Bir gün ormana bir avcı gelmiş.Hayvanların
sakin ve neşeli halini görünce çok şaşırmış.Tüfeğini bir tavşanı vurmak için
kaldırmış ama tetiği çekemeden yere yığılmış.Çünkü onu izleyen Aslan avcının
üzerine atlamış.Aslan avcının tüfeğini dizinde kırmış,iki parçaya ayrılan
tüfeği avcının koltuk altına yerleştirip onu ormandan kovmuş.
Avcı olanları korkuyla kahvedeki
arkadaşlarına anlatmış.Onlar da hayvanların çokluğunu ve hiç kaçmadıklarını
duyunca ormana gidip hayvanları avlamak istemişler.

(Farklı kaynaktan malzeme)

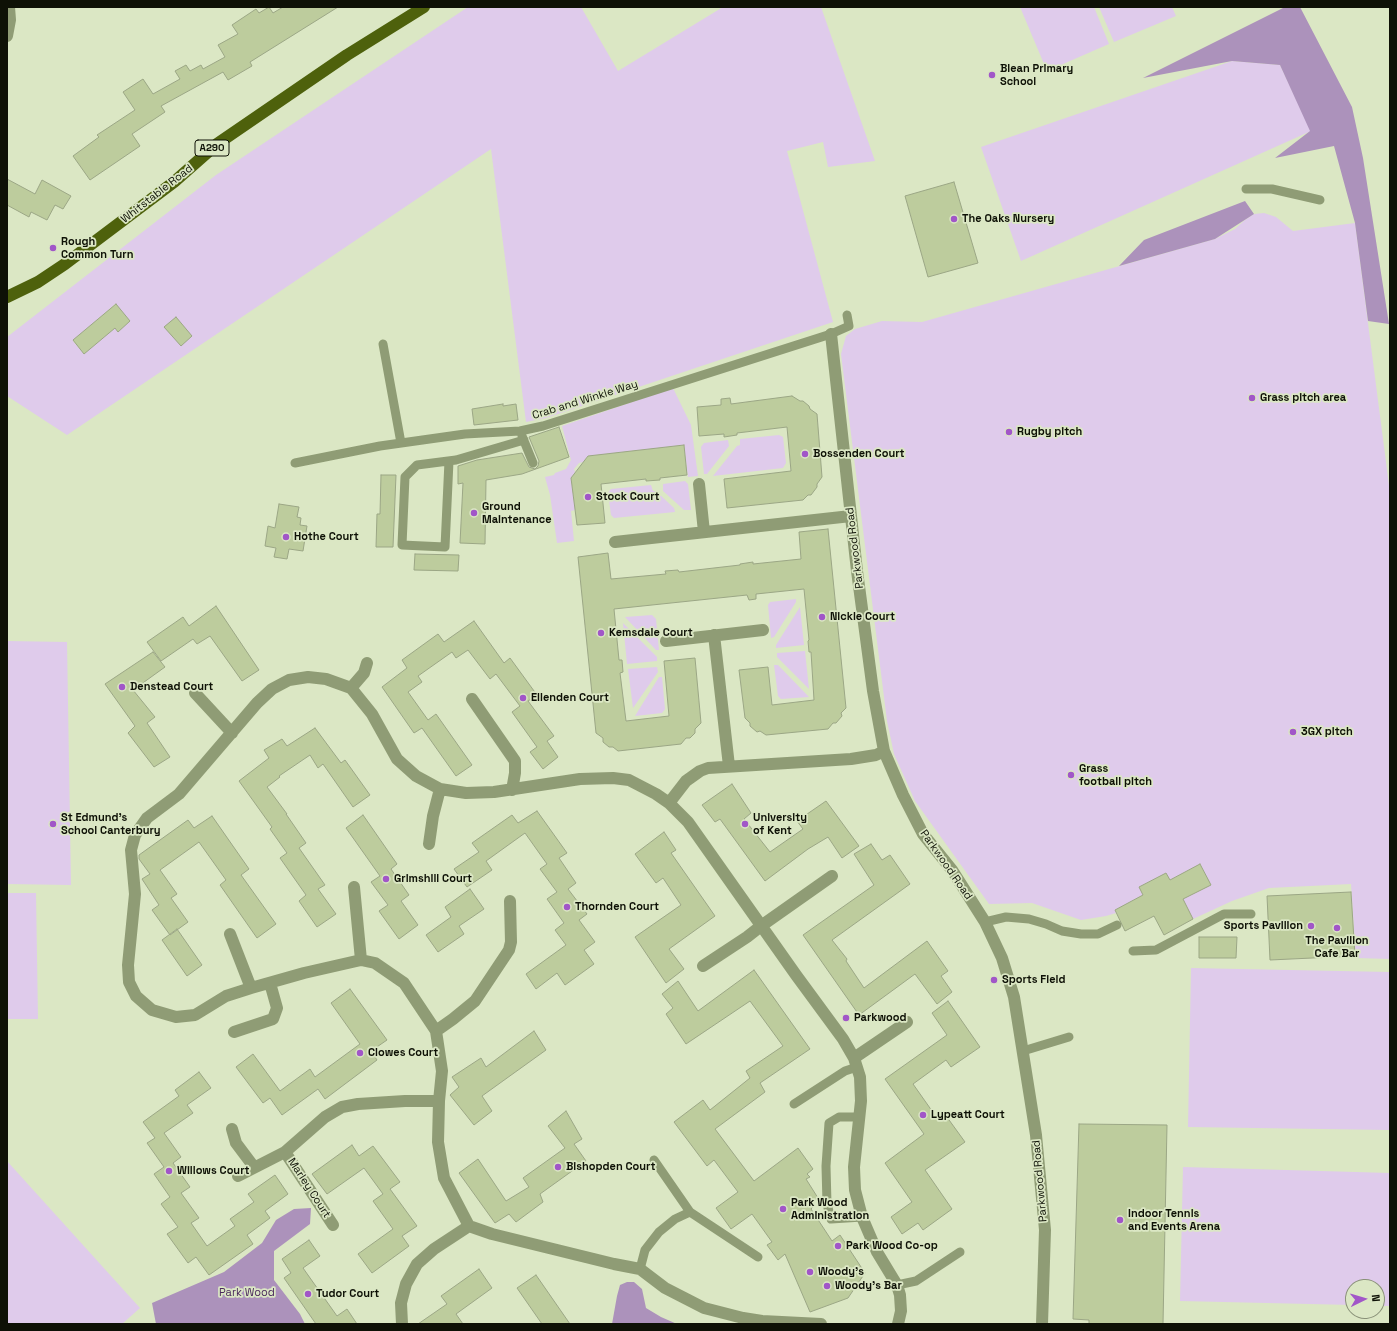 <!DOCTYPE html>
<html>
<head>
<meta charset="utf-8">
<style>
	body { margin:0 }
	#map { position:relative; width:1397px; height:1331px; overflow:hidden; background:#dbe7c4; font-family:"Space Grotesk",sans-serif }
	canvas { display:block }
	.frame { position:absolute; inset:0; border:8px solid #0e1106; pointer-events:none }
	.north { position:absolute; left:1345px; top:1279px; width:40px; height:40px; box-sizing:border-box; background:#dbe7c4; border:1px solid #899178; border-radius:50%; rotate:85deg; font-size:11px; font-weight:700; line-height:16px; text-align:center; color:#0e1106 }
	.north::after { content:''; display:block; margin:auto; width:14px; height:18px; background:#a156c8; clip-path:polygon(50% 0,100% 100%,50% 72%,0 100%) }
</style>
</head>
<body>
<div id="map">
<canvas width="1397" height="1331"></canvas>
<div class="frame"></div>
<div class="north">N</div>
</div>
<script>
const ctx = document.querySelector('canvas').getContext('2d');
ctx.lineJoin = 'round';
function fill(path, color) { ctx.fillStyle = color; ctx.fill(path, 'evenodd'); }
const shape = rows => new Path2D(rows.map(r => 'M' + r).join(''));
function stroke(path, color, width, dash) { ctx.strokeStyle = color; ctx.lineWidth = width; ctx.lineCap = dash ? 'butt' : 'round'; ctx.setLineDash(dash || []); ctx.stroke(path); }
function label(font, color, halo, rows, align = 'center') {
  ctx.font = font + ' "Space Grotesk",sans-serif'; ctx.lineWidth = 3.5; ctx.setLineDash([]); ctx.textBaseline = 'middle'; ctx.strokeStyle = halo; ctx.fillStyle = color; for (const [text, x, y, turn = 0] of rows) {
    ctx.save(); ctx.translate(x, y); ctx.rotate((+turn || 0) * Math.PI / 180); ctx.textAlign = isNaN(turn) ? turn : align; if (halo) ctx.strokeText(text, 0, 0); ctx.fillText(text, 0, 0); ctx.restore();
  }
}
const green = shape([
	[468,7,581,7,618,71,723,7,821,7,875,161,828,167,823,142,787,151,833,322,546,418,526,422,491,149,67,435,7,396,7,337,216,175],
	[115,304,130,321,118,331,115,328,84,354,73,341],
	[176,318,192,336,181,346],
	[1020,7,1094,7,1109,44,1047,71],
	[1099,7,1172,7,1176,16,1114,42],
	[1232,61,1280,65,1311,131,1021,261,981,147],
	[1264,213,1276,217,1293,231,1355,223,1390,493,1390,959,1356,958,1351,884,1269,888,1232,901,1193,919,1183,899,1211,885,1200,864,1170,880,1166,873,1139,887,1143,895,1115,910,1116,913,1106,916,1081,920,1032,903,989,904,915,801,894,754,887,721,841,354,846,336,855,329,882,321,922,322,1215,239,1235,229,1245,220,1254,214],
	[673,388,691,425,698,476,688,477,684,445,659,448,641,455,641,450,588,456,583,462,579,463,574,469,575,472,571,478,575,510,571,511,574,541,557,543,550,495,545,477,554,475,555,473,566,469,571,460,562,426],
	[779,435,783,437,786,463,783,468,713,476,737,446,740,445,740,439],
	[728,440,729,446,707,474,704,474,701,447,704,443],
	[685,481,688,484,691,510,684,510,663,491,663,484],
	[651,485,653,491,656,491,674,508,675,512,614,518,611,515,608,493,611,489],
	[796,599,796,602,774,637,771,638,768,605,770,602],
	[800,607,804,645,776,648,776,645],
	[652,615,656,619,659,650,656,650,625,617],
	[623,623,657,657,657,661,627,664],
	[7,641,67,642,71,885,7,884],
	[805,651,809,689,777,657,777,653],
	[774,665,778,665,809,697,781,699,778,696],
	[657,667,658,672,633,708,628,669],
	[659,677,662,677,665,709,662,713,635,716],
	[7,893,36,893,38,1019,7,1019],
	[1191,968,1390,972,1390,1130,1188,1127],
	[7,1161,140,1308,122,1324,7,1324],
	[1183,1167,1390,1173,1390,1306,1377,1306,1377,1287,1353,1287,1353,1305,1180,1301]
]);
const forest = shape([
	[1285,7,1300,7,1352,107,1363,158,1389,324,1368,321,1355,223,1334,146,1275,158,1310,131,1280,65,1232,61,1143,78],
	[1245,201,1254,214,1215,239,1119,266,1144,240],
	[311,1208,310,1224,274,1251,274,1280,300,1314,305,1324,156,1324,152,1303,224,1272,262,1243,276,1220,294,1209],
	[627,1282,634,1282,642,1289,646,1308,661,1317,677,1324,612,1324,617,1296,620,1285]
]);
const building = shape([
	[269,7,273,13,283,7,338,7,250,62,252,66,228,80,223,72,161,106,165,112,132,134,140,146,90,180,73,156,99,137,97,135,135,110,123,92,143,79,153,94,180,79,175,71,186,65,190,71,201,65,203,69,225,57,218,45,238,34,232,25,256,9,259,13,269,7],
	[7,179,35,194,42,180,71,196,63,209,55,205,47,220,31,212,29,217,7,205,7,179],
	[954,182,978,263,928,277,905,196,954,182],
	[116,304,130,321,118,332,115,328,84,354,73,340,116,304],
	[176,317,192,336,181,346,164,327,176,317],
	[792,396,800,401,803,401,809,406,810,409,817,414,822,477,817,484,817,487,811,495,808,495,803,500,727,508,724,479,791,471,787,427,737,433,737,435,724,437,724,434,699,436,697,407,721,405,721,399,730,398,731,404,792,396],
	[503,404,503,406,516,404,518,420,474,425,472,409,503,404],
	[559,427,569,457,522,474,486,480,485,544,460,543,463,483,458,484,458,466,477,460,522,453,529,467,535,469,538,466,539,461,529,437,559,427],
	[684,445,687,475,660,478,660,480,646,481,646,479,601,484,605,523,577,525,571,478,588,456,684,445],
	[381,475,396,475,393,547,376,547,377,514,380,514,381,475],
	[279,504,299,507,297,517,301,518,300,525,307,526,303,551,289,549,287,559,274,557,276,548,265,546,268,526,275,528,279,504],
	[828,529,846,708,841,713,842,716,836,723,833,723,828,729,766,735,760,731,757,732,750,726,750,723,745,718,739,670,768,667,772,705,814,700,811,652,809,652,808,641,809,640,804,589,756,594,756,599,749,600,747,595,614,609,619,660,622,660,623,672,620,673,626,721,669,716,664,661,695,658,701,723,695,729,695,733,690,738,686,738,681,744,618,751,613,747,609,747,603,742,603,738,596,733,578,557,608,553,611,579,666,574,665,571,678,570,679,572,740,565,740,564,753,562,753,564,801,559,799,532,828,529],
	[415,554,459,555,458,571,414,570,415,554],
	[216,606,259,670,242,681,210,636,197,644,193,639,161,661,147,642,183,617,189,626,216,606],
	[474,621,504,663,510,658,537,695,528,701,554,736,547,741,558,757,543,769,530,752,537,747,512,712,520,706,496,674,490,679,468,650,456,658,452,652,418,676,422,682,408,692,428,720,436,714,472,765,456,776,422,728,414,733,382,687,407,668,402,660,438,634,444,642,474,621],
	[153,652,165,667,133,690,155,717,147,723,170,757,154,767,128,733,135,726,105,684,153,652],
	[315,728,341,763,345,760,370,795,353,807,323,764,318,768,310,755,279,776,280,777,267,787,287,814,286,814,306,843,299,848,325,885,318,889,336,914,317,927,299,901,306,895,280,858,287,853,270,829,272,827,239,781,269,758,264,750,282,739,287,746,315,728],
	[732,784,751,813,744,819,770,852,803,829,797,821,826,801,859,846,842,858,828,837,808,849,765,881,720,819,715,822,702,805,732,784],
	[537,811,567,853,559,858,576,883,568,889,587,914,579,920,595,942,584,950,594,964,565,985,557,973,536,989,526,974,566,945,555,930,564,923,547,899,557,892,540,869,547,864,525,833,486,861,492,870,467,887,454,869,479,852,472,843,512,815,518,823,537,811],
	[363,815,397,864,391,869,409,895,401,901,418,925,399,939,379,911,388,905,371,882,380,876,346,828,363,815],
	[212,816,249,869,241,875,276,924,257,938,220,885,226,880,199,842,160,870,177,894,171,898,188,922,170,935,152,910,159,905,142,879,150,874,139,859,139,855,188,820,194,828,212,816],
	[664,832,676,850,671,853,715,916,669,949,684,969,666,983,635,937,681,905,663,878,656,883,635,854,664,832],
	[871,844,882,860,890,855,910,884,832,940,847,959,846,961,864,988,927,941,948,971,941,976,952,992,937,1004,915,974,859,1015,803,935,874,885,854,854,871,844],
	[1200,864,1211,885,1183,899,1193,919,1164,935,1154,916,1125,931,1115,910,1143,895,1139,887,1166,873,1170,880,1200,864],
	[470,889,484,909,459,926,464,934,438,952,426,935,451,917,445,907,470,889],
	[1351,892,1355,956,1270,960,1267,896,1351,892],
	[177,929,202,965,187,976,162,940,177,929],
	[1199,937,1237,937,1236,958,1199,958,1199,937],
	[754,970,810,1049,760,1083,765,1092,715,1129,754,1181,798,1148,813,1169,807,1174,810,1177,806,1179,818,1198,812,1202,814,1206,811,1209,832,1241,840,1235,865,1273,848,1298,810,1312,785,1254,778,1260,767,1245,772,1242,752,1214,731,1229,716,1208,738,1192,714,1160,707,1166,674,1122,703,1100,710,1110,750,1078,746,1071,783,1046,750,1001,686,1044,666,1014,673,1008,662,994,678,981,698,1011,754,970],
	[350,989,387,1040,371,1051,377,1060,325,1099,318,1089,282,1115,270,1098,263,1103,236,1067,253,1054,280,1091,310,1069,315,1077,360,1044,331,1003,350,989],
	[948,1001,980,1047,951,1067,946,1060,913,1084,937,1118,944,1113,965,1142,925,1170,952,1209,923,1230,918,1223,902,1234,891,1217,912,1202,885,1163,924,1134,885,1079,947,1035,932,1013,948,1001],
	[534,1031,546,1050,482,1096,492,1111,474,1125,450,1095,459,1087,452,1077,481,1058,486,1067,534,1031],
	[199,1072,211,1088,187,1105,193,1113,164,1133,181,1157,173,1163,190,1187,181,1193,199,1218,191,1223,207,1246,235,1226,230,1219,254,1202,248,1194,275,1175,288,1194,265,1211,270,1218,247,1235,253,1244,209,1275,196,1257,188,1263,167,1234,178,1227,161,1204,170,1197,154,1174,164,1167,147,1143,155,1138,143,1122,179,1096,175,1090,199,1072],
	[566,1111,582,1139,574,1144,586,1161,540,1194,543,1202,516,1222,509,1214,495,1223,459,1173,478,1159,506,1201,529,1187,523,1178,565,1148,548,1126,566,1111],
	[1079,1124,1167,1125,1163,1324,1089,1324,1089,1320,1073,1319,1079,1124],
	[352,1145,359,1156,373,1146,400,1182,390,1189,417,1226,402,1236,409,1246,372,1273,358,1254,393,1229,373,1201,383,1194,364,1168,327,1194,312,1174,352,1145],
	[309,1240,320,1256,303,1268,337,1316,347,1309,357,1324,316,1324,284,1278,291,1273,282,1259,309,1240],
	[479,1269,492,1288,456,1314,463,1324,418,1324,447,1304,441,1296,479,1269],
	[536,1275,570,1324,542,1324,517,1288,536,1275]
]);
const lane = shape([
	[1246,189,1272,189,1320,200],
	[383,344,401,443],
	[522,436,533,463],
	[449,461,445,547,402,545,405,477,417,465,456,460,524,440],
	[295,463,380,446,465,434,520,431,543,426,831,334,849,326,847,315],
	[985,922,1006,917,1029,919,1046,924,1062,931,1081,934,1098,934,1117,925],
	[1133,951,1156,950,1224,914,1251,914],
	[1023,1051,1069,1037],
	[794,1104,845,1071,857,1067],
	[859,1117,839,1117,829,1123,826,1166,827,1204,831,1219,862,1217],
	[654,1160,690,1212,758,1257],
	[640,1269,645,1250,659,1232,675,1219,690,1212],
	[897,1285,916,1281,960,1252]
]);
const street = shape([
	[7,36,10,20,9,7],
	[831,334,857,571,873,691,884,751,903,795,923,834,952,870,985,922,1002,958,1014,997,1036,1135,1045,1230,1042,1324],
	[699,484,704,532],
	[615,542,851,516],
	[714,635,729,766],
	[666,641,763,630],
	[351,688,364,673,367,663],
	[195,693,232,733],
	[472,699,515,761,515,773,512,790],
	[669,803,686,781,700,771,708,768,851,759,876,755,884,751],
	[429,844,433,816,440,789],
	[354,887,361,960],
	[230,934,251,988],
	[703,966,747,937,761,926,832,876],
	[436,1031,453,1019,475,1001,509,950,511,942,510,901],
	[234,1032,273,1019,277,1008,270,983],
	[854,1058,907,1022],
	[232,1129,236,1143,254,1167],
	[285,1152,333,1225],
	[238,1176,285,1152,325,1117,342,1107,358,1104,405,1101,439,1101],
	[402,1324,401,1303,406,1284,417,1264,434,1249,469,1226],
	[821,1324,762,1321,743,1318,704,1308,665,1288,640,1269,614,1264,492,1234,469,1226,444,1178,438,1142,439,1101,442,1071,436,1031,404,983,375,963,361,960,304,973,251,988,226,996,195,1015,176,1017,152,1010,136,996,129,982,128,965,135,894,131,850,135,835,147,818,179,794,257,703,272,689,289,680,308,677,326,679,351,688,372,714,397,759,416,776,440,789,466,793,494,792,580,779,613,778,629,780,656,794,669,803,688,822,796,975,843,1039,854,1058,860,1077,861,1101,854,1167,855,1190,862,1217,877,1252,897,1285,900,1295,901,1311,898,1324]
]);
const primary = shape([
	[7,297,38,282,65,264,174,182,217,144,347,55,424,7]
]);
const markers = [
	[992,75,4,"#a156c8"],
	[954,219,4,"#a156c8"],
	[53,248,4,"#a156c8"],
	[1252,398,4,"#a156c8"],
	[1009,432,4,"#a156c8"],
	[805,454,4,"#a156c8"],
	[588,497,4,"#a156c8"],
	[474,513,4,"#a156c8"],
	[286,537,4,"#a156c8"],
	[822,617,4,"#a156c8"],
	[601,633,4,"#a156c8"],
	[122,687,4,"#a156c8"],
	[523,698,4,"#a156c8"],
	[1293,732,4,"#a156c8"],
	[1071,775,4,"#a156c8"],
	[53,824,4,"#a156c8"],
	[745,824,4,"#a156c8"],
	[386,879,4,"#a156c8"],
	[567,907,4,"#a156c8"],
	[1311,926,4,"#a156c8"],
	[1337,928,4,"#a156c8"],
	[994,980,4,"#a156c8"],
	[846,1018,4,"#a156c8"],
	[360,1053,4,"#a156c8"],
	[923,1115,4,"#a156c8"],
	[558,1167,4,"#a156c8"],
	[169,1171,4,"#a156c8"],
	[783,1209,4,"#a156c8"],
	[1120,1220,4,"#a156c8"],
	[838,1246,4,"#a156c8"],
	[810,1272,4,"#a156c8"],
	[827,1286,4,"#a156c8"],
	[308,1294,4,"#a156c8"]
];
const shields = [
	[212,148,34]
];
const shieldNames = [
	["A290",212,148]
];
const poiNames = [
	["Blean Primary",1000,69],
	["School",1000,82],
	["The Oaks Nursery",962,219],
	["Rough",61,242],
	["Common Turn",61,255],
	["Grass pitch area",1260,398],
	["Rugby pitch",1017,432],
	["Bossenden Court",813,454],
	["Stock Court",596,497],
	["Ground",482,507],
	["Maintenance",482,520],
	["Hothe Court",294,537],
	["Nickle Court",830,617],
	["Kemsdale Court",609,633],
	["Denstead Court",130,687],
	["Ellenden Court",531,698],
	["3GX pitch",1301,732],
	["Grass",1079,769],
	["football pitch",1079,782],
	["St Edmund's",61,818],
	["School Canterbury",61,831],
	["University",753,818],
	["of Kent",753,831],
	["Grimshill Court",394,879],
	["Thornden Court",575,907],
	["Sports Pavilion",1303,926,"right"],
	["The Pavilion",1337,941,"center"],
	["Cafe Bar",1337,954,"center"],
	["Sports Field",1002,980],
	["Parkwood",854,1018],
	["Clowes Court",368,1053],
	["Lypeatt Court",931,1115],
	["Bishopden Court",566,1167],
	["Willows Court",177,1171],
	["Park Wood",791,1203],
	["Administration",791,1216],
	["Indoor Tennis",1128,1214],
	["and Events Arena",1128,1227],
	["Park Wood Co-op",846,1246],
	["Woody's",818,1272],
	["Woody's Bar",835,1286],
	["Tudor Court",316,1294]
];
const streetNames = [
	["Whitstable Road",157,194,-38],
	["Crab and Winkle Way",585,400,-17],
	["Parkwood Road",855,548,-97],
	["Parkwood Road",946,865,55],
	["Parkwood Road",1040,1181,-95],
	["Marley Court",309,1188,57]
];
const parkNames = [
	["Park Wood",247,1293]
];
fill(green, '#dfcbeb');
fill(forest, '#ac92bb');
fill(building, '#bdcc9d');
stroke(building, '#9ba685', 1);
stroke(lane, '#8f9c75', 9);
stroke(street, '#8f9c75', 12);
stroke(primary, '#4e610c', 12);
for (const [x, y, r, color] of markers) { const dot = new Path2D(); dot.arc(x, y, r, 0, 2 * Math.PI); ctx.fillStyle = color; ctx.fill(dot); stroke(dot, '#dbe7c4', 1.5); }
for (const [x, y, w] of shields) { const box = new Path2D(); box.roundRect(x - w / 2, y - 8, w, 16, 3); ctx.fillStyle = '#dbe7c4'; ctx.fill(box); stroke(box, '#0e1106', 1); }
label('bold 10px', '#0e1106', null, shieldNames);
label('bold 11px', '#0e1106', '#dbe7c4', poiNames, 'left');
label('11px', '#0e1106', '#dbe7c4', streetNames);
label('11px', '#4b295d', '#dbe7c4', parkNames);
</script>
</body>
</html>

Ertesi gün 15 avcı ormana girmiş.Aslan da
yüksek bir tepeden onları izliyormuş.Aslanın el işaretiyle puhu kuşu tavşanlara
özel bir sesle işaret vermiş.Dört tavşan avcıları peşine takıp koşmaya
başlamış.Bu tavşanlar ormanın en hızlılarıymış. Daha sonra üç armut ağacının
yanında 4 tavşan ayrı yönlere gitmiş.Avcıların kafası karışmış.Bu sırada 20
tane güçlü kurt avcıların çevresini sarmış.40 tilki kurtların etrafında bir
çember daha oluşturmuş.30 kaplan da tilkilerin etrafına sıralanmış.Sonra
dördüncü halkayı zürafa,zebra ve ayılar oluşturmuş.Ağaçlarda ise
kuşlar,maymunlar ve sincaplar varmış.Tavşanlardan oluşan bir bando takımı
trampetler çalmış.Kral gelmiş.Gorillerin taşıdığı tahtından inmiş.Çakmak gibi
gözlerini soldaki uzun boylu avcıya dikmiş.Avcı bayılmış.Filler bayılan avcıyı
su püskürterek ayıltmışlar.Kaplanlar avcıların tüfeklerini kırmış.
Aslan avcılara;’’Neden
buradasınız,biz gelip sizin çocuklarınızı ya da anne babalarınızı öldürüyor
muyuz?’’ diye sormuş.Avcılar yaptıklarından utanmış.Sonra Aslan onlara çeşit
çeşit meyve-sebze ve kuruyemiş ikram
etmiş.Avcılar bunları çok beğenmiş.Av yapmaktan vazgeçmişler.Ormandan
boyunlarındaki kırık tüfeklerle ayrılmışlar.